EXERCISE DETAILS: From the first line down to the one containing "position:relative; width:523px; height:933px;", reproduce the entries below exactly and leave out the pictures.

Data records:
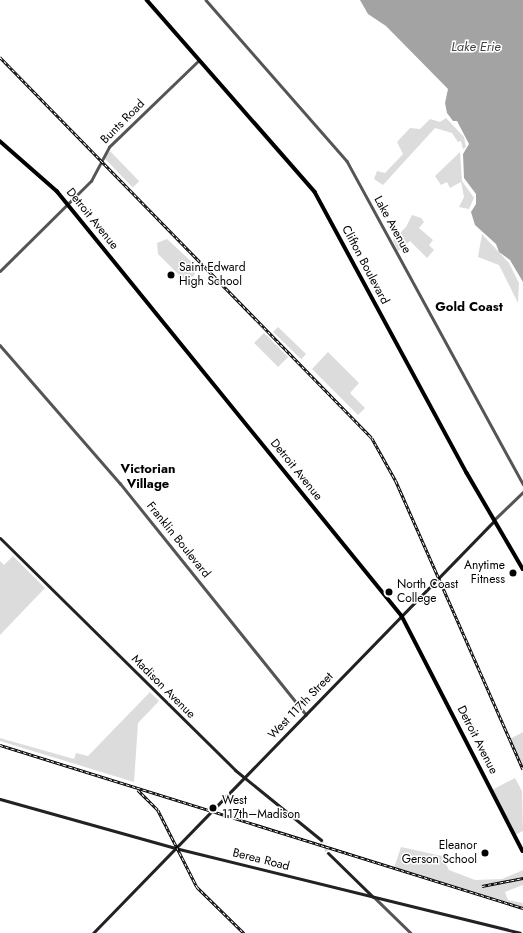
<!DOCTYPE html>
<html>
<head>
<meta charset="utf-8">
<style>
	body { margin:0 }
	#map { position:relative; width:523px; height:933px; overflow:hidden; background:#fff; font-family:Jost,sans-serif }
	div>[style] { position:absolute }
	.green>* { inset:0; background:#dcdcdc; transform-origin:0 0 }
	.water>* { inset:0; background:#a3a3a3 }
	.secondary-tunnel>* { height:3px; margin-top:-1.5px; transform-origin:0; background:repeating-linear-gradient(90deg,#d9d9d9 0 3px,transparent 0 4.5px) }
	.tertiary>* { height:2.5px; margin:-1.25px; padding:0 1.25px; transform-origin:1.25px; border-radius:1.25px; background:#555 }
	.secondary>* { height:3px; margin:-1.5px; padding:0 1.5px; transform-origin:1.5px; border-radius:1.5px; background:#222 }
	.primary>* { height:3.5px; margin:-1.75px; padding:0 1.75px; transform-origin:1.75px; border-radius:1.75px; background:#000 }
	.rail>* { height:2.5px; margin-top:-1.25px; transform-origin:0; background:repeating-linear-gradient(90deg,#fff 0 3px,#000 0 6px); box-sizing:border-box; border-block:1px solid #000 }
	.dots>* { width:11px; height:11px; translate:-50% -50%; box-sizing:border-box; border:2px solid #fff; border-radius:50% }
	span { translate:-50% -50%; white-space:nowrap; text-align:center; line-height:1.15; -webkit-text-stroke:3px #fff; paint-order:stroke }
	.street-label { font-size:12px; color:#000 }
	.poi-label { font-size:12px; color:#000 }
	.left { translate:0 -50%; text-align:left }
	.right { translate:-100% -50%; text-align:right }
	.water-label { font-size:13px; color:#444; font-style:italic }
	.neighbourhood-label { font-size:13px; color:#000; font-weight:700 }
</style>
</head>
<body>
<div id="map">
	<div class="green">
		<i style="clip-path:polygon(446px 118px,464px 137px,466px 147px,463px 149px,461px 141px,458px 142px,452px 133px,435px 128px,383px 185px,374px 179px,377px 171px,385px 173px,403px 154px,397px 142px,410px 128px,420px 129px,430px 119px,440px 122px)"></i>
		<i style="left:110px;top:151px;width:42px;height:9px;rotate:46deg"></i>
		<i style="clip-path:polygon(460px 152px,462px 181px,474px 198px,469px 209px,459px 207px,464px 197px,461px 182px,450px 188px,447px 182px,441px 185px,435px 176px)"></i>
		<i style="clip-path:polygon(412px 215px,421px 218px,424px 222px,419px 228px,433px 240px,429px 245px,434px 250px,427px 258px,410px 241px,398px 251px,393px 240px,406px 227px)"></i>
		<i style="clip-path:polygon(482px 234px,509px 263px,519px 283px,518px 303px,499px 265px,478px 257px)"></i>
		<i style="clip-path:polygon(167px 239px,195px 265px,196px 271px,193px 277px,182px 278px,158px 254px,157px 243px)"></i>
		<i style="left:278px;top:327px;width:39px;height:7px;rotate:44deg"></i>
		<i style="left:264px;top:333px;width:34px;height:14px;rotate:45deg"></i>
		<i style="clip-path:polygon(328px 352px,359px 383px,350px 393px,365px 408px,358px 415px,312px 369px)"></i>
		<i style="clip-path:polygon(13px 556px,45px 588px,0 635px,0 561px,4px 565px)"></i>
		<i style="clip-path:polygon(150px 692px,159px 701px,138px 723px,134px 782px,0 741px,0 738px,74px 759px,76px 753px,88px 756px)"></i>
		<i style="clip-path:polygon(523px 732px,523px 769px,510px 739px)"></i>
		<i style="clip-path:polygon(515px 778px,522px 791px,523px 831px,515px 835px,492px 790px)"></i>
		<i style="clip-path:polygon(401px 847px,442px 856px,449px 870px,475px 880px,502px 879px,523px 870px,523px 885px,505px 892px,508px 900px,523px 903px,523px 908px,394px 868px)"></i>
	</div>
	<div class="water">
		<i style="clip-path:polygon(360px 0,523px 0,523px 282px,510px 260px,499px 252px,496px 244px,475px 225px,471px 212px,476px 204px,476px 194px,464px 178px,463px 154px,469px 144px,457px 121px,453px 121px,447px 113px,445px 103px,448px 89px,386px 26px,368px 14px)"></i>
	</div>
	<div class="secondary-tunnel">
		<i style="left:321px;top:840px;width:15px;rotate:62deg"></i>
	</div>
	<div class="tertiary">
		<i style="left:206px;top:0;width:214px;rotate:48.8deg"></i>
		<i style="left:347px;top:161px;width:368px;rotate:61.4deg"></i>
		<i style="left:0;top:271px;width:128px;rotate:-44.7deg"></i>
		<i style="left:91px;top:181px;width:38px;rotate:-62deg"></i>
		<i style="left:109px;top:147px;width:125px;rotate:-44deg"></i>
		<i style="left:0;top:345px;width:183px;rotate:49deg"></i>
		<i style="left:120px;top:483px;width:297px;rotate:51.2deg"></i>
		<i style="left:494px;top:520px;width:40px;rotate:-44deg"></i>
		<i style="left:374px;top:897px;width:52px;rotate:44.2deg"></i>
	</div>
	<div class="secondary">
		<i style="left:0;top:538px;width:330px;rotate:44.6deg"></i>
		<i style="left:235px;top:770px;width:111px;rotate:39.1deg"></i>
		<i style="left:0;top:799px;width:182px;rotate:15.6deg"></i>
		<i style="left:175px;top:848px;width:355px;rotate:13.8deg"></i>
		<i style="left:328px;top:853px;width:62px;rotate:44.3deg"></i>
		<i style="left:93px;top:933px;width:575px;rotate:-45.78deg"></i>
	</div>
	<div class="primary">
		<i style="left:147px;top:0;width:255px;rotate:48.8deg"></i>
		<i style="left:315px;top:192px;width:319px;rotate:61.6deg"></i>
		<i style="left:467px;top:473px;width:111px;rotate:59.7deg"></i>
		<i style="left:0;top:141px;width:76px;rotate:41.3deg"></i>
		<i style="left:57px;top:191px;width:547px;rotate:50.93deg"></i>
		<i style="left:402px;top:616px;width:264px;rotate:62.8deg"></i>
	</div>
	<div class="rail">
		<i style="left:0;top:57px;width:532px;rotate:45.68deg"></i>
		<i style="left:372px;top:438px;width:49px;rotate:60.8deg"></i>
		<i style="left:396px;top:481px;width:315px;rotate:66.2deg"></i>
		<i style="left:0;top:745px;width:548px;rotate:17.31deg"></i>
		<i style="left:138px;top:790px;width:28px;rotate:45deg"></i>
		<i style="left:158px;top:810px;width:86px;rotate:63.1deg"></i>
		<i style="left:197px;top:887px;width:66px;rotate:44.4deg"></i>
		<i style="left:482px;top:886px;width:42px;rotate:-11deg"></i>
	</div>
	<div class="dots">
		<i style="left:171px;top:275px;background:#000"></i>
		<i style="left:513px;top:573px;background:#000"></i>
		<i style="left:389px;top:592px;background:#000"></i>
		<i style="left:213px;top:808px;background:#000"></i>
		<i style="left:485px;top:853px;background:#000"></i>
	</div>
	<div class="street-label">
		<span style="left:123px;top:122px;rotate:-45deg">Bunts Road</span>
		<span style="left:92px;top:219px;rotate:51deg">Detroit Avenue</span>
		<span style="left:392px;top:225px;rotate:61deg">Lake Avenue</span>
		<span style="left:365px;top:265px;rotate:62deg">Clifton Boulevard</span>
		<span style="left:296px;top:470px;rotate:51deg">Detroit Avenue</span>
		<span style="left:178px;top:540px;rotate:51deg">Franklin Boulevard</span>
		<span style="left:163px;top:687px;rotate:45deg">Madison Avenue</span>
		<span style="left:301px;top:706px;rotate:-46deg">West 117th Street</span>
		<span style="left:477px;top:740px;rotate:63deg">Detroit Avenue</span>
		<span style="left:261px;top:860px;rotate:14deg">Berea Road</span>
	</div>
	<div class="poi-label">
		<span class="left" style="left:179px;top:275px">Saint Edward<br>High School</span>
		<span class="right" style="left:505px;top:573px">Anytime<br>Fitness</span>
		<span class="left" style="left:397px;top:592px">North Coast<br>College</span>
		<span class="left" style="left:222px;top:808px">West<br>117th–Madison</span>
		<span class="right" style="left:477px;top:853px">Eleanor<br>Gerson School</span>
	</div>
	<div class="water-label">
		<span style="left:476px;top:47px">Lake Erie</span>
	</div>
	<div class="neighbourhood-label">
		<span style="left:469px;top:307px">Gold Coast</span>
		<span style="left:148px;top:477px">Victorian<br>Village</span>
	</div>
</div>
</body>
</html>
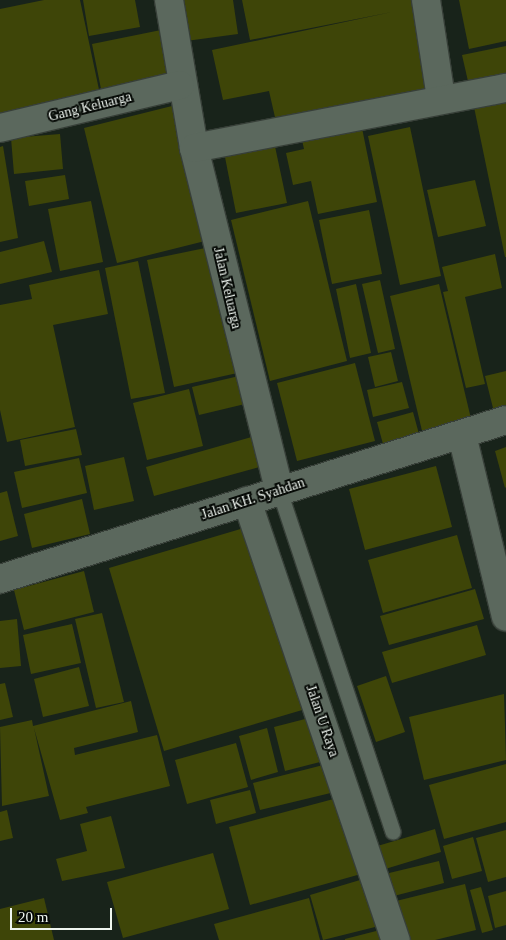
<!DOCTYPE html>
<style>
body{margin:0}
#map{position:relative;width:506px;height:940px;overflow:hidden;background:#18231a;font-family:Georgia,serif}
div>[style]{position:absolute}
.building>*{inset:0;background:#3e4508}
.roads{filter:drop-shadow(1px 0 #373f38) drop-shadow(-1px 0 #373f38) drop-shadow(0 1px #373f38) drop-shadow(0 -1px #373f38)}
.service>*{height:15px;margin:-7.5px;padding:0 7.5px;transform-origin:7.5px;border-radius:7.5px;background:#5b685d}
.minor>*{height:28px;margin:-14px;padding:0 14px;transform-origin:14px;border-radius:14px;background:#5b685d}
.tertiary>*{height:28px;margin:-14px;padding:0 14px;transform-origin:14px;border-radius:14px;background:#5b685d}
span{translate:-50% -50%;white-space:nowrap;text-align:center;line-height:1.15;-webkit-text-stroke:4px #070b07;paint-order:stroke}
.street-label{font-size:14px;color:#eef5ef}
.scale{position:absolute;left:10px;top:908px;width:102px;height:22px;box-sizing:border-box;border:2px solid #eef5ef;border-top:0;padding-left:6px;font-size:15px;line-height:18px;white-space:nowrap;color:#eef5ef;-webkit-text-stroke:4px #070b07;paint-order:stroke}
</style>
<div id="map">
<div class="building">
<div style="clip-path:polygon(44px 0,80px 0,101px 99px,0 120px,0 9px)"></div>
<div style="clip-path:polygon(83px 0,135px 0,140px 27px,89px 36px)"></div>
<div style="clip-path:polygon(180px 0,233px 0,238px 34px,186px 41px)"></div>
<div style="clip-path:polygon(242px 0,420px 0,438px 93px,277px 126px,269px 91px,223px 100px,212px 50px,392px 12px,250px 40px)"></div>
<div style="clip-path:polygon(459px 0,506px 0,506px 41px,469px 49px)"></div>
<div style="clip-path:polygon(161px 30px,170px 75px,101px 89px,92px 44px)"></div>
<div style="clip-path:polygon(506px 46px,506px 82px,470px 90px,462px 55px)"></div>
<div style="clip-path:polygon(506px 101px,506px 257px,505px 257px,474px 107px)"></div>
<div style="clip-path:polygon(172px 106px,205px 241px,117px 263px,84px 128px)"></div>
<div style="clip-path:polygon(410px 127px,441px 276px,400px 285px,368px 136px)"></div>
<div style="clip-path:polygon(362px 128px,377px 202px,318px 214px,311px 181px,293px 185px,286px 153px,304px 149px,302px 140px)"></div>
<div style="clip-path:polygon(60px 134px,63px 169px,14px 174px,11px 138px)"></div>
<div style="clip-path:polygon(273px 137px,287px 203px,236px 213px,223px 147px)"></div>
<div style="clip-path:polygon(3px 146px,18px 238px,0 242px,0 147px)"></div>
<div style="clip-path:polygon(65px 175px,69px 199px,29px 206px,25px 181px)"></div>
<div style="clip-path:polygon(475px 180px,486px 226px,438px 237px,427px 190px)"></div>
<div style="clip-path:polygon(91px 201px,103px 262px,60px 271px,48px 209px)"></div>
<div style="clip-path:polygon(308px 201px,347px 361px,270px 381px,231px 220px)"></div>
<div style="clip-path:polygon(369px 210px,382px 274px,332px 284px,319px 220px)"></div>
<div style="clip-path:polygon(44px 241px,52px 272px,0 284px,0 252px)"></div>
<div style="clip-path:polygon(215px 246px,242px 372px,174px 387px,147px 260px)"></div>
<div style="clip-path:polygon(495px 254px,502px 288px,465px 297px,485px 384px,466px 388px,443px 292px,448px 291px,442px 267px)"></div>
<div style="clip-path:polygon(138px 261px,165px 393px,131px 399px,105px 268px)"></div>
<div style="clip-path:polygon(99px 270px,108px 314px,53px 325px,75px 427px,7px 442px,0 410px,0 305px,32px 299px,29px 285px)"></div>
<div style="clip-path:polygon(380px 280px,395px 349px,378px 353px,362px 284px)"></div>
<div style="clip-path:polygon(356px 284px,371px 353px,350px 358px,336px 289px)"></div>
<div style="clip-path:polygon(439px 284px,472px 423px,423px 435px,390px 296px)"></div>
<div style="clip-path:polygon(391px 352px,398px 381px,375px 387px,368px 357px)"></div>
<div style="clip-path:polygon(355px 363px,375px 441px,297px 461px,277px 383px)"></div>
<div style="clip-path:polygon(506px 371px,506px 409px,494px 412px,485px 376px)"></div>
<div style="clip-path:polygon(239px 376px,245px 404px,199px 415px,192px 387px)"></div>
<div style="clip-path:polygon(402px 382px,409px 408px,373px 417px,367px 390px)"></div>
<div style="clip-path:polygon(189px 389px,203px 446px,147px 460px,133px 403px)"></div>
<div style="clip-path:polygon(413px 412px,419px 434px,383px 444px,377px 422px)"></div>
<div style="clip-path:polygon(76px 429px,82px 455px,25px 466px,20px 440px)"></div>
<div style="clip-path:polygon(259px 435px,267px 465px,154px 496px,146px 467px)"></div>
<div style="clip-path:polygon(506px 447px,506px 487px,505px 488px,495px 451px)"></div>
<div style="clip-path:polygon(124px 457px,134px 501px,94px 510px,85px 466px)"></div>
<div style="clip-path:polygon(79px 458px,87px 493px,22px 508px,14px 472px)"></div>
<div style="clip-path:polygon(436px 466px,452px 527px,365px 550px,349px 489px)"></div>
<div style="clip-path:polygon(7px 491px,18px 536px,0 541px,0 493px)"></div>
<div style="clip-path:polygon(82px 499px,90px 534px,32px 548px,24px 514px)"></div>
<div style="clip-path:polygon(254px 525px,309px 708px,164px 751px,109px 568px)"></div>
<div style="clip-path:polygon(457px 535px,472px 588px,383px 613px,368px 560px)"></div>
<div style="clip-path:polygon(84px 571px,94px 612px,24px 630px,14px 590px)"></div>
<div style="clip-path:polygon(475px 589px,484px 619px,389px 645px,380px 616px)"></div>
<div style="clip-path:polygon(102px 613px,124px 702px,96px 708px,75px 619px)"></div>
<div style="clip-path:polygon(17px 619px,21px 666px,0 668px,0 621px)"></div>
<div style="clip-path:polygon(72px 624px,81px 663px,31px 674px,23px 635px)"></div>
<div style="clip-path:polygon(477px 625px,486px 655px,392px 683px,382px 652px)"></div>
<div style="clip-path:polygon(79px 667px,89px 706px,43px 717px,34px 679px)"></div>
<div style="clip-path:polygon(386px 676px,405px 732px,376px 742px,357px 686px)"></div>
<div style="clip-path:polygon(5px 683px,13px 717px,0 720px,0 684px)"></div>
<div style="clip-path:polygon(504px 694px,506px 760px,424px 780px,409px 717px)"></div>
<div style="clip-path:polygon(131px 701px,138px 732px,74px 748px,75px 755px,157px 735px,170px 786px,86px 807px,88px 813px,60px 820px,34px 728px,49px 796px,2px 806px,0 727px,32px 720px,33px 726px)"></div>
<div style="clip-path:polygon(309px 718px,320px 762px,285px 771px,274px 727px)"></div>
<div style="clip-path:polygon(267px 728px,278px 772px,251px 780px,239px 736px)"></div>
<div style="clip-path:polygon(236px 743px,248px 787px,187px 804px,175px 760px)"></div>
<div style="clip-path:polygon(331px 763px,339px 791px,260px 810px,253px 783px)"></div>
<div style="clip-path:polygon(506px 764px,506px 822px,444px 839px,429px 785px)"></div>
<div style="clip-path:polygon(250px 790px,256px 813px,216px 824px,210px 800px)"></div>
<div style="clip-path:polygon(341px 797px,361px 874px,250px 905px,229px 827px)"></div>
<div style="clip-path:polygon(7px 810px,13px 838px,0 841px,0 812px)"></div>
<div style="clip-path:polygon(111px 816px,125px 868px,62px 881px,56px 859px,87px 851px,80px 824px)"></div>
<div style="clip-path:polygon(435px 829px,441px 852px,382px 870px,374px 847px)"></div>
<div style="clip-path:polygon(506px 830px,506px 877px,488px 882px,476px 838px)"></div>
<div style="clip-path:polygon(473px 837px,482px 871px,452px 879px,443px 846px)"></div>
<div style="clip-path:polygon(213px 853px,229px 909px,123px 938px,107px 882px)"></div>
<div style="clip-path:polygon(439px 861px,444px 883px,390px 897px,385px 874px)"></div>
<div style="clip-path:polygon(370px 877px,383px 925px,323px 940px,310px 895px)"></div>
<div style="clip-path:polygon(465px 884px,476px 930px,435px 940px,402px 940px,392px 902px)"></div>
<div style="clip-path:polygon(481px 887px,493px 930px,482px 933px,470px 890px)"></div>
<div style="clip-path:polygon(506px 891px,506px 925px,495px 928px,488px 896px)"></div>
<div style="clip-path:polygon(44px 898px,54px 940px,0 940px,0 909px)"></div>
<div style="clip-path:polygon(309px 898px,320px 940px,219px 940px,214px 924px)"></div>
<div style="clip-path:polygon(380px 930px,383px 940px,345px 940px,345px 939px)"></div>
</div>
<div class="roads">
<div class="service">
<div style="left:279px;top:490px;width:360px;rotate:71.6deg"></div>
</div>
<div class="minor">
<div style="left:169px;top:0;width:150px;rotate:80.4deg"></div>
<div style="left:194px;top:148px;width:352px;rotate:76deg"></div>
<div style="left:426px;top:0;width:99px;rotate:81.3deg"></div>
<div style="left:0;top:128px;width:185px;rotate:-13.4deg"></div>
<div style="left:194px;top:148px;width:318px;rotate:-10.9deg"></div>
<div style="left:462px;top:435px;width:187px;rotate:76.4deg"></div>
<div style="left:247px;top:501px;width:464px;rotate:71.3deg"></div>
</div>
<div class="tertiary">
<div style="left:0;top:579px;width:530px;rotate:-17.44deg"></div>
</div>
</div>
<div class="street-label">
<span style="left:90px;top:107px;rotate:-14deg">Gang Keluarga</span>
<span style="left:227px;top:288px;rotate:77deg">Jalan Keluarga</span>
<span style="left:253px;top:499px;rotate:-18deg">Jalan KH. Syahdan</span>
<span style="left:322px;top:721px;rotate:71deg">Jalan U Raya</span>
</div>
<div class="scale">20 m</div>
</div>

SOLUTION TO THE PROBLEM:
<!DOCTYPE html>
<html>
<head>
<meta charset="utf-8">
<style>
	body { margin:0 }
	#map { position:relative; width:523px; height:933px; overflow:hidden; background:#fff; font-family:Jost,sans-serif }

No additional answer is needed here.